Project27.Compress Files


Project 27. Compress Files

"How do I compress and uncompress files?"

This project shows you how to compress (or zip) files. It covers the commands gzip, gunzip, bzip2, bunzip2, zip, and unzip.

Compress and Uncompress

Zipping is a cross-platform way to compress files. The compression is lossless, meaning that the original file can be reconstructed verbatim from the compressed file.
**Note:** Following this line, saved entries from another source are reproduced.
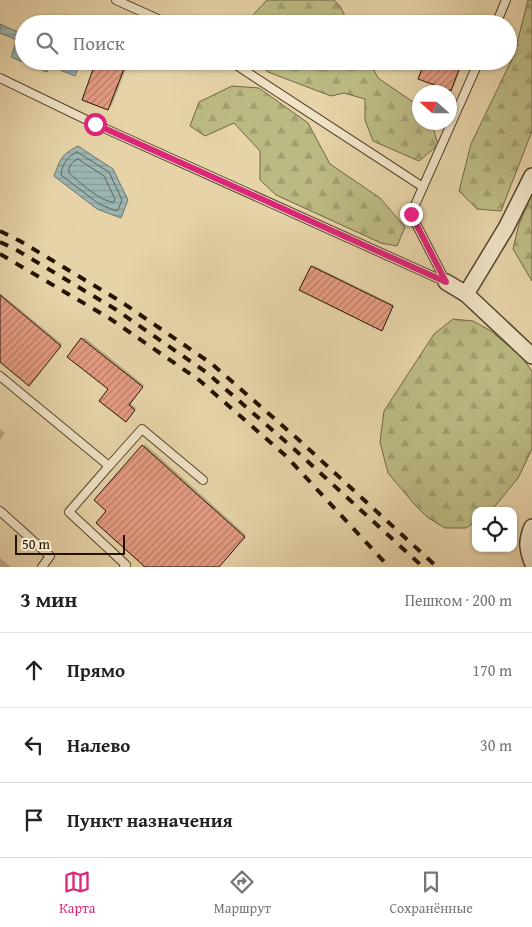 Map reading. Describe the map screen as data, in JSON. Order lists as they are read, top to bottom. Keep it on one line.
{"scale_bar":"50 m","north":"left","page":{"search":"Поиск","scale":"50 m","heading":["3 мин","Пешком · 200 m"],"list":[["Прямо","170 m"],["Налево","30 m"],"Пункт назначения"],"nav":["Карта","Маршрут","Сохранённые"]}} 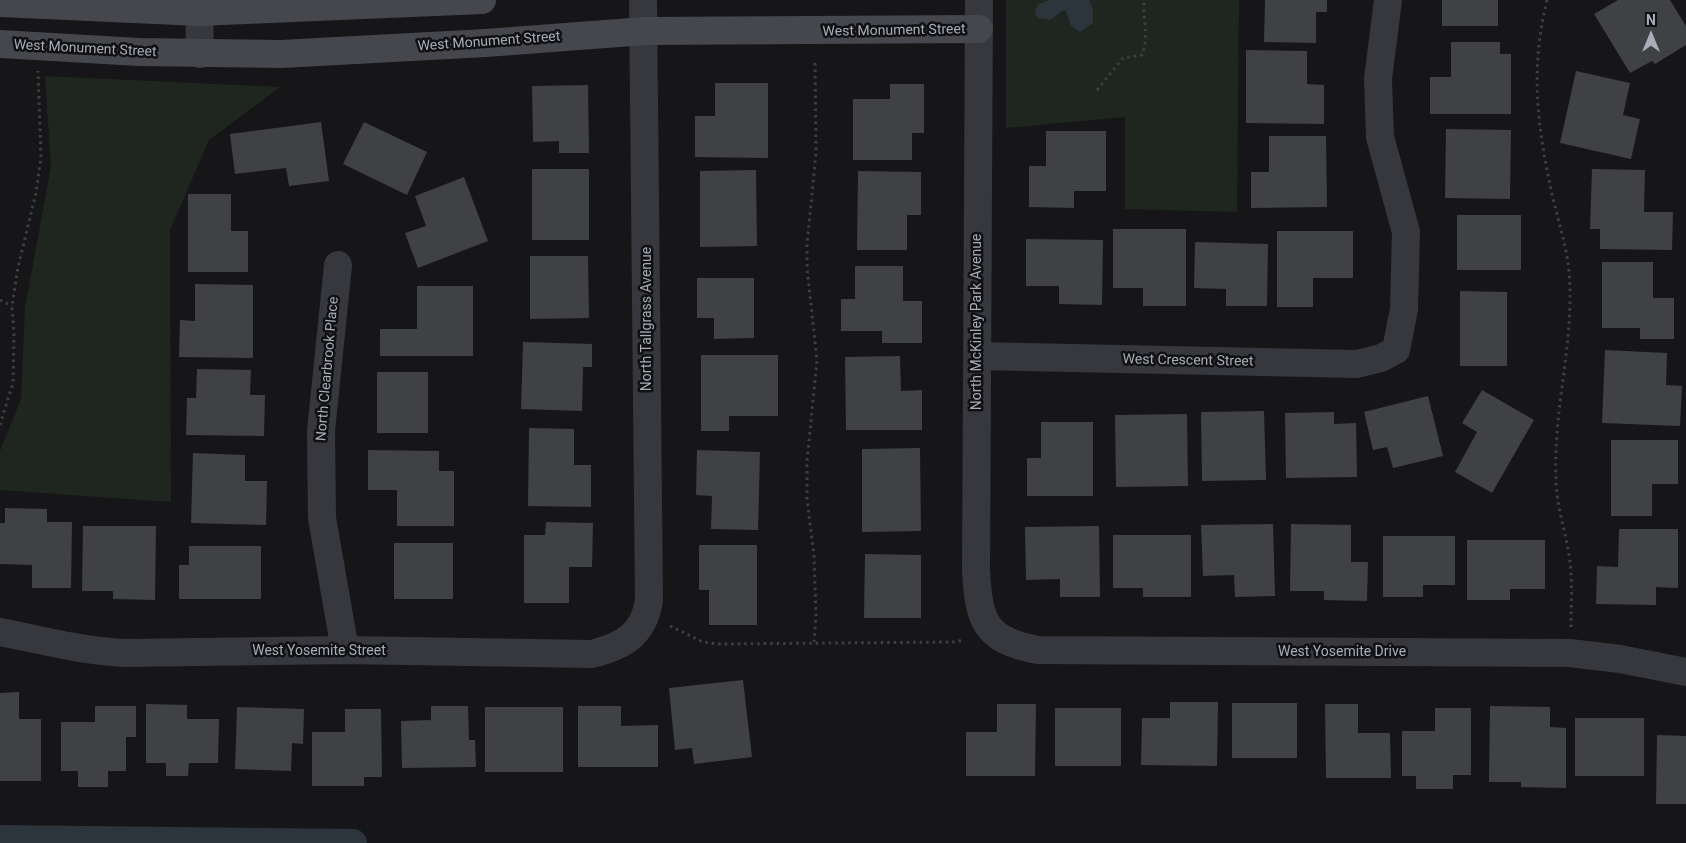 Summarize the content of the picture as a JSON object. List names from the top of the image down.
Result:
{
  "streets": {
    "street": [
      "West Monument Street",
      "North Tallgrass Avenue",
      "North McKinley Park Avenue",
      "West Crescent Street",
      "North Clearbrook Place",
      "West Yosemite Street",
      "West Yosemite Drive"
    ]
  },
  "crossings": [
    ["West Monument Street", "North Tallgrass Avenue"],
    ["West Monument Street", "North McKinley Park Avenue"],
    ["North Tallgrass Avenue", "West Yosemite Street"],
    ["North McKinley Park Avenue", "West Crescent Street"],
    ["North McKinley Park Avenue", "West Yosemite Drive"],
    ["North Clearbrook Place", "West Yosemite Street"]
  ],
  "north": "top"
} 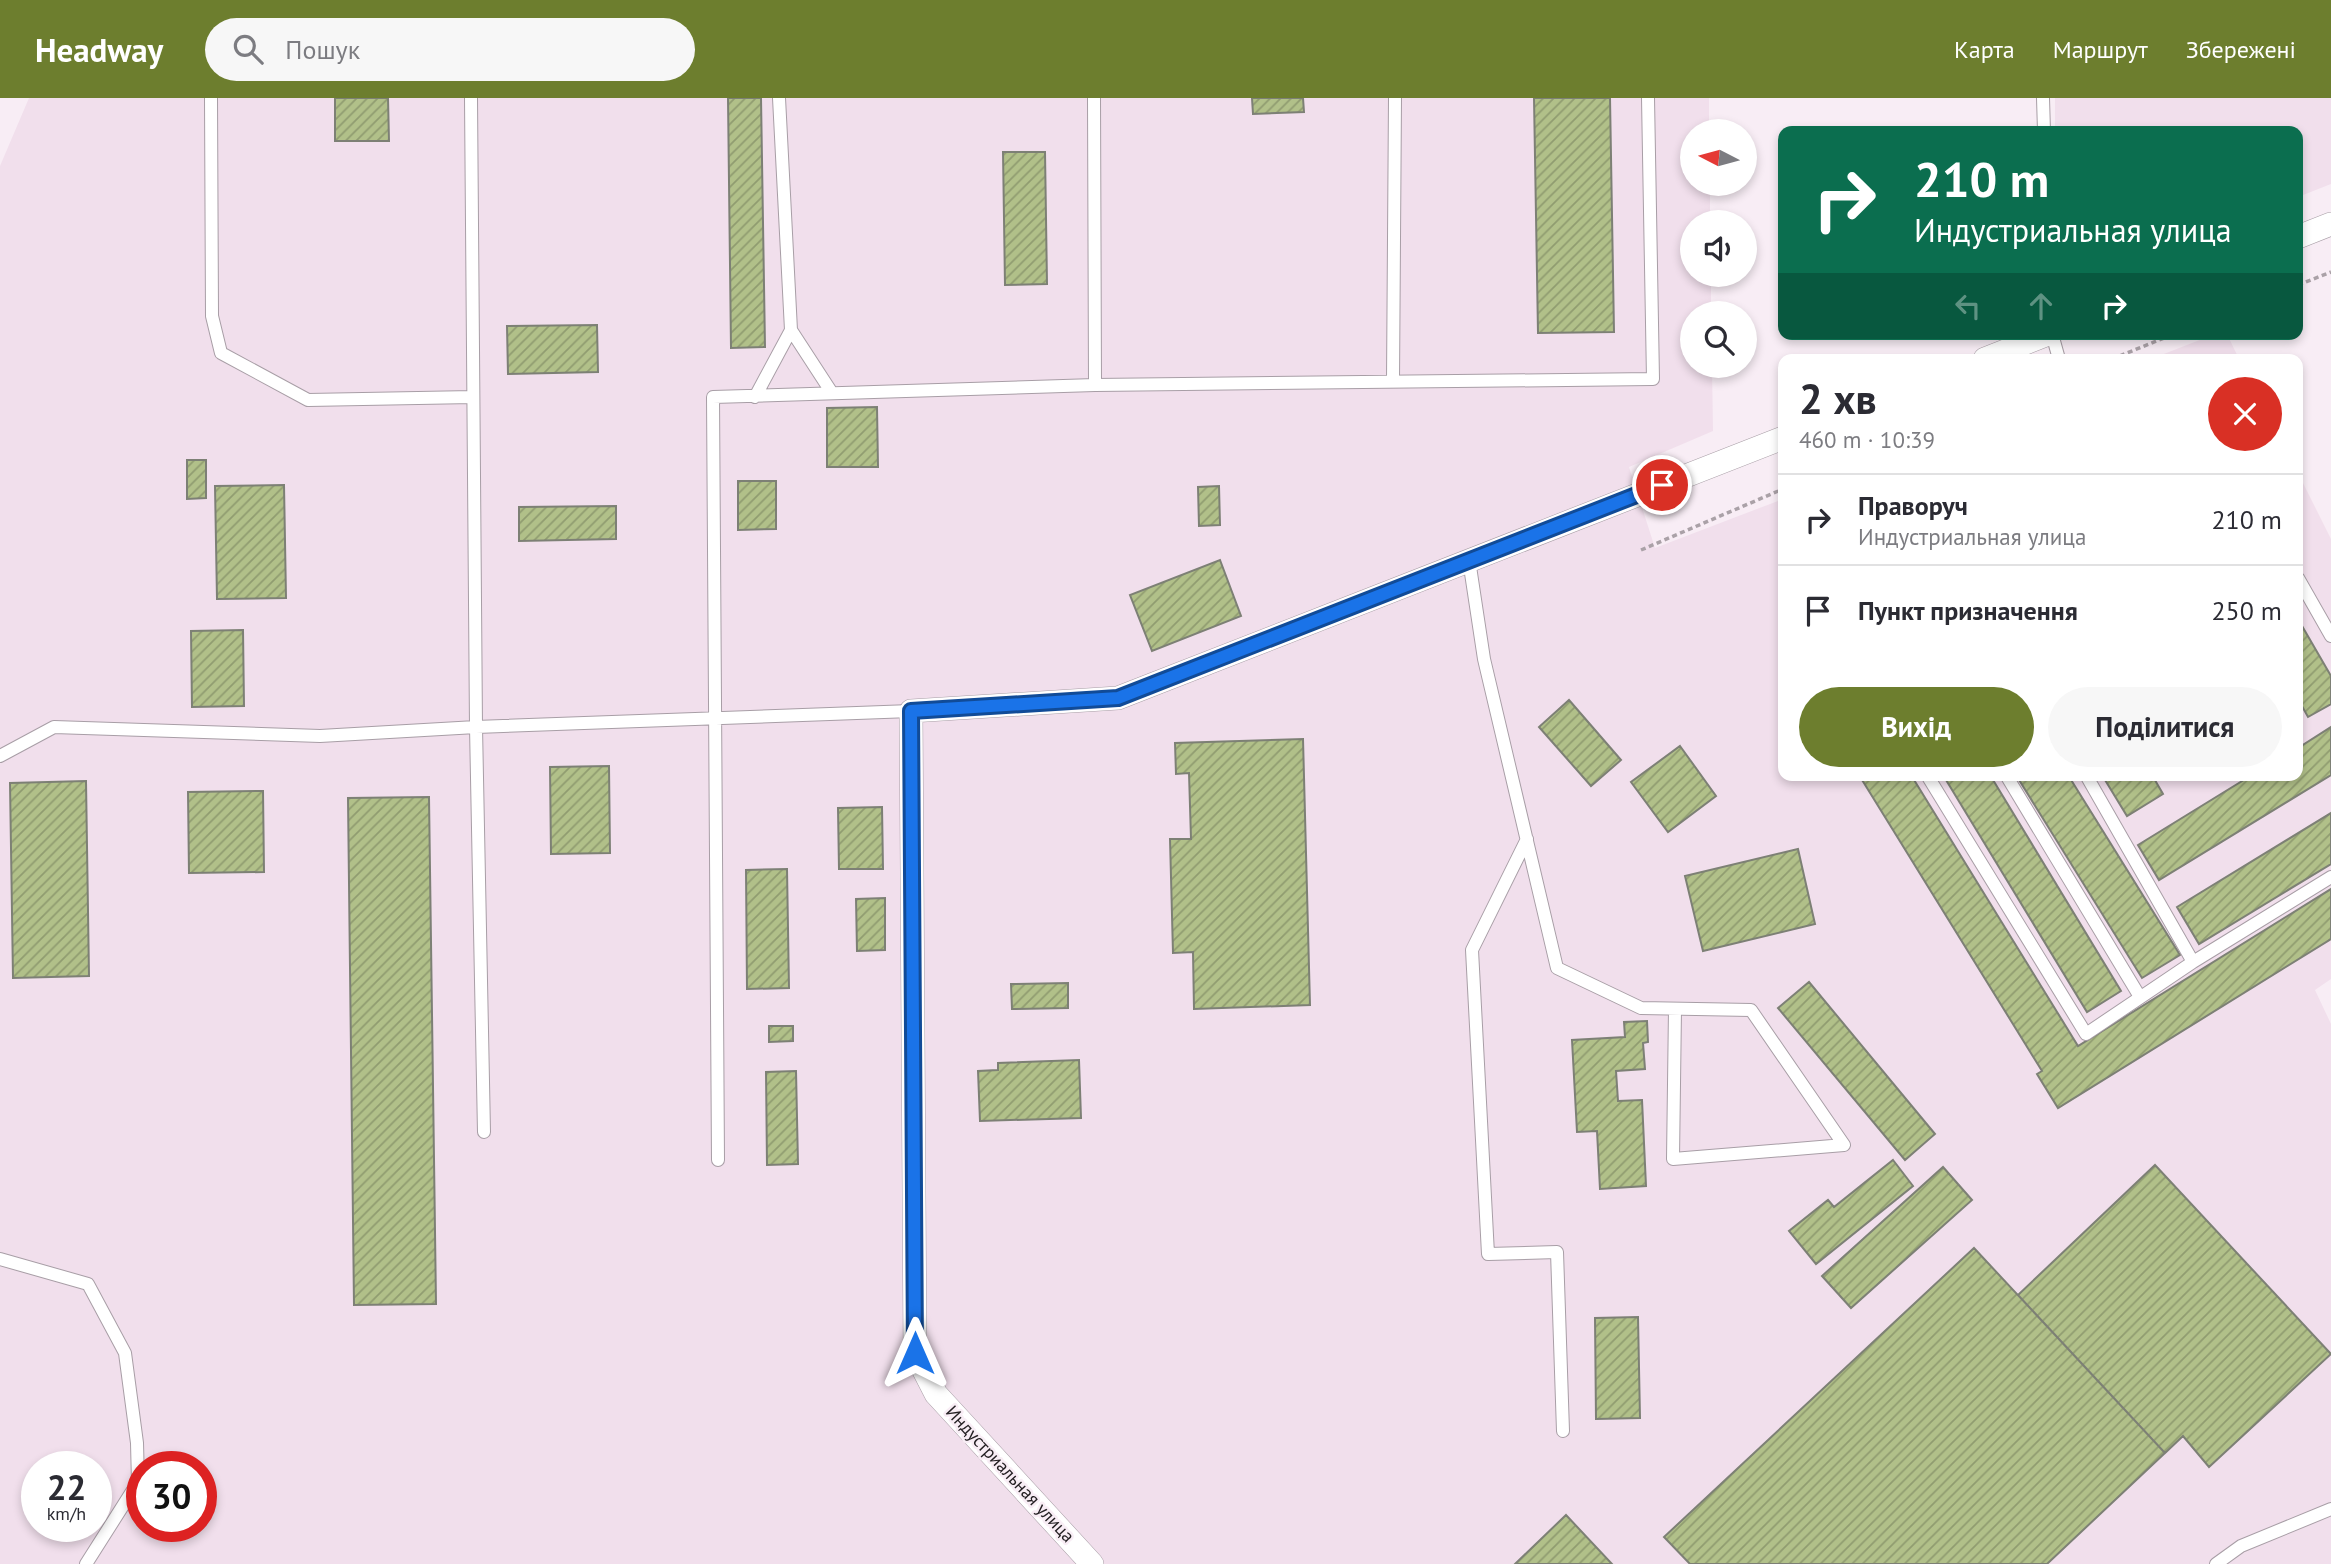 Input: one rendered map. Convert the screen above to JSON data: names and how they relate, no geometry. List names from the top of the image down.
{
  "streets": {
    "street": ["Индустриальная улица"]
  },
  "north": "left",
  "page": {
    "header": "Headway",
    "search": "Пошук",
    "nav": ["Карта", "Маршрут", "Збережені"],
    "turn": ["210 m", "Индустриальная улица"],
    "heading": ["2 хв", "460 m · 10:39"],
    "list": [
      {
        "name": "Праворуч",
        "note": "Индустриальная улица",
        "value": "210 m"
      },
      {
        "name": "Пункт призначення",
        "value": "250 m"
      }
    ],
    "buttons": ["Вихід", "Поділитися"],
    "speed": "22 km/h",
    "limit": "30"
  }
} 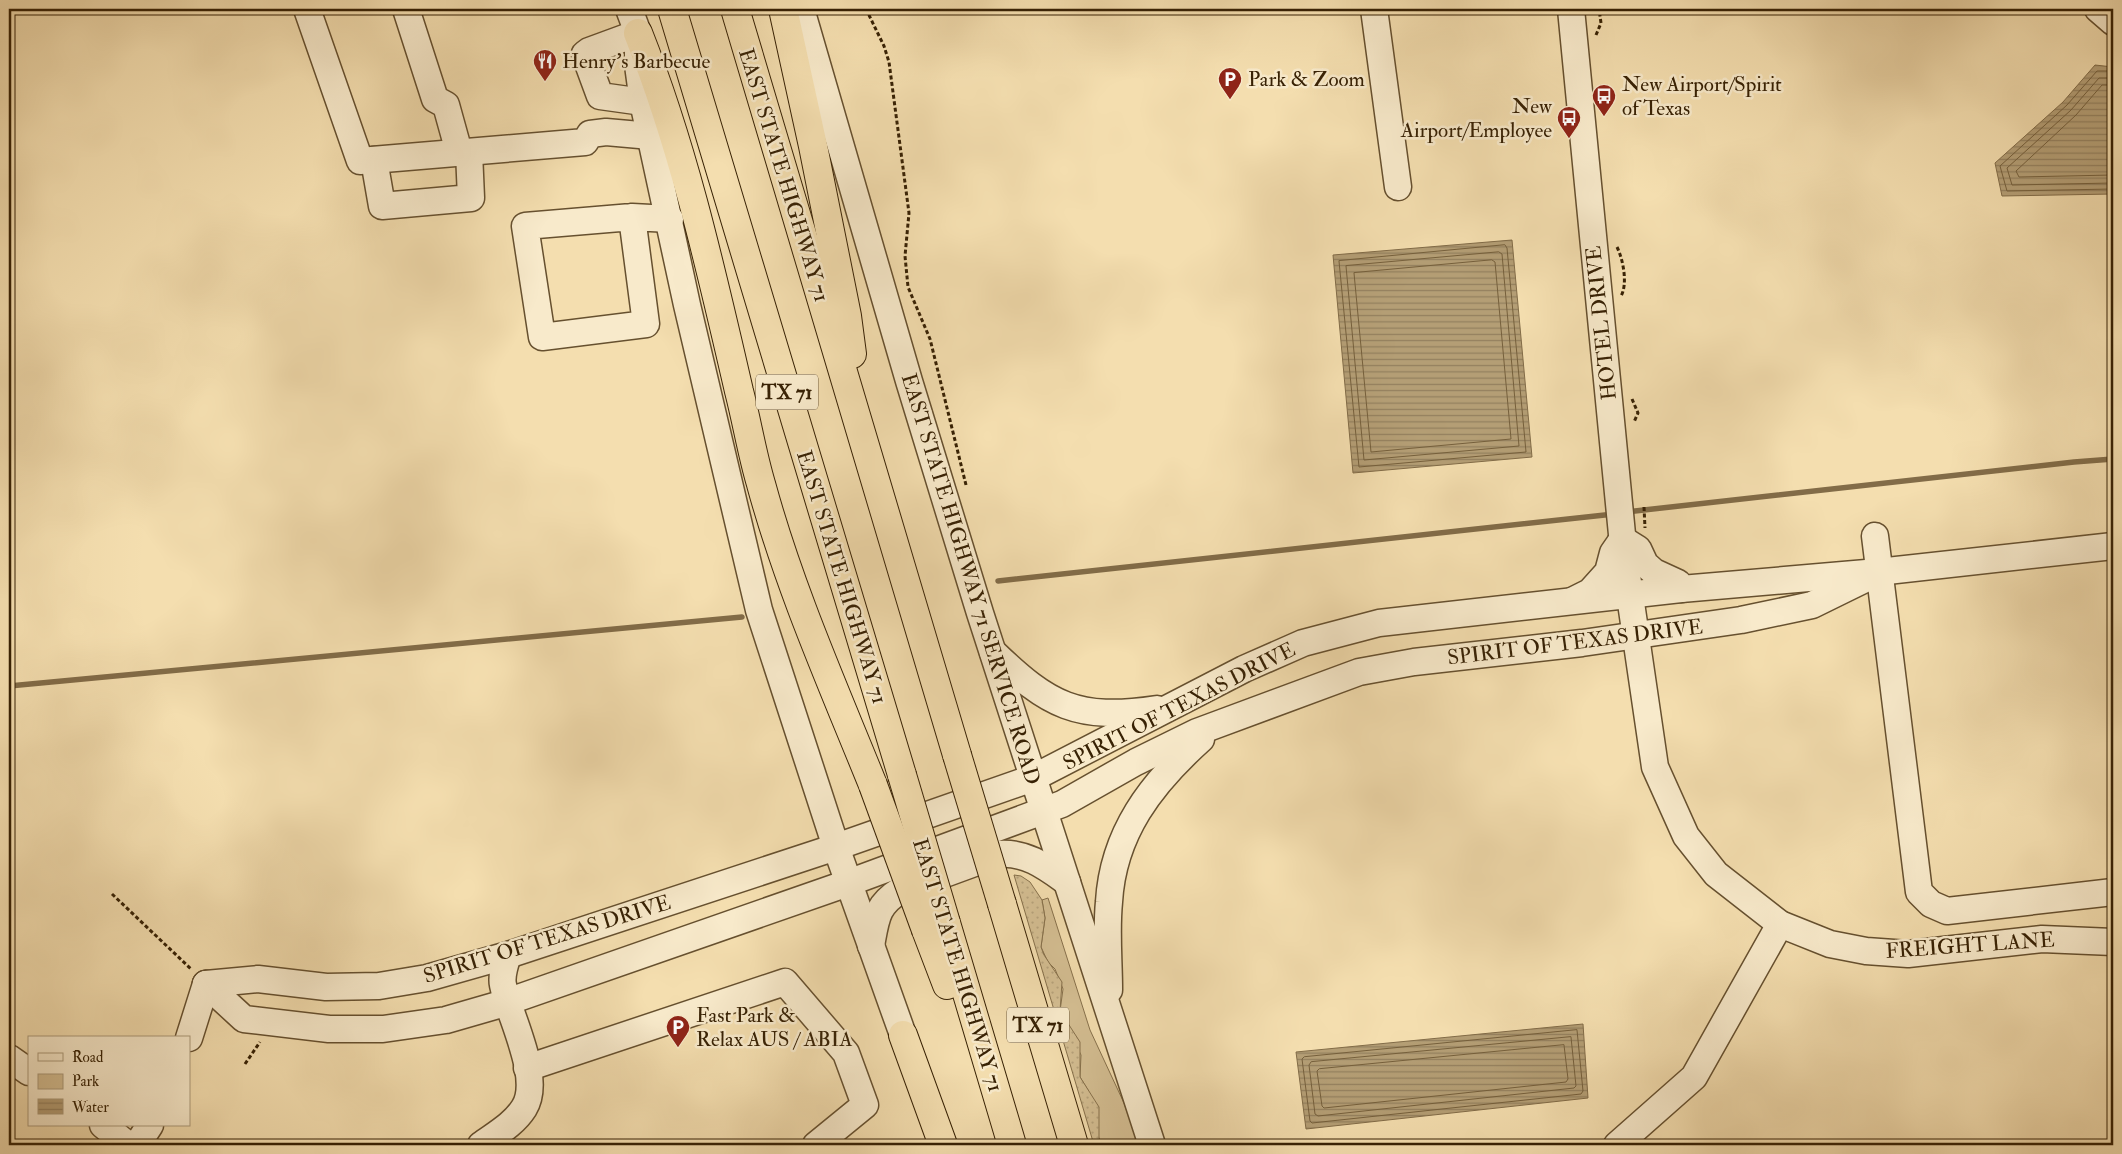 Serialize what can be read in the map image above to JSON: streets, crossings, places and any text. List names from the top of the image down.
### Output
{
  "streets": {
    "highway": ["EAST STATE HIGHWAY 71", "TX 71"],
    "street": [
      "HOTEL DRIVE",
      "EAST STATE HIGHWAY 71 SERVICE ROAD",
      "SPIRIT OF TEXAS DRIVE",
      "FREIGHT LANE"
    ]
  },
  "crossings": [
    ["HOTEL DRIVE", "SPIRIT OF TEXAS DRIVE"],
    ["HOTEL DRIVE", "FREIGHT LANE"],
    ["EAST STATE HIGHWAY 71 SERVICE ROAD", "SPIRIT OF TEXAS DRIVE"],
    ["SPIRIT OF TEXAS DRIVE", "FREIGHT LANE"]
  ],
  "places": {
    "restaurant": ["Henry's Barbecue"],
    "parking": ["Park & Zoom", "Fast Park & Relax AUS / ABIA"],
    "bus stop": ["New Airport/Spirit of Texas", "New Airport/Employee"]
  },
  "legend": ["Road", "Park", "Water"]
}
Specialized compression techniques, such as the JPEG image compression format, are lossy, meaning that some information from the original image is lost in the compressed image.

Two compression formats are in widespread use:

  • The original Lempel-Ziv coding (LZ77), implemented by the commands zip and unzip, and the GNU equivalents gzip and gunzip. We'll concentrate on the GNU equivalents in this project.

  • The newer Burrows-Wheeler algorithm, implemented by the commands bzip2 and bunzip2. Compression generally is considerably better than that achieved by LZ77.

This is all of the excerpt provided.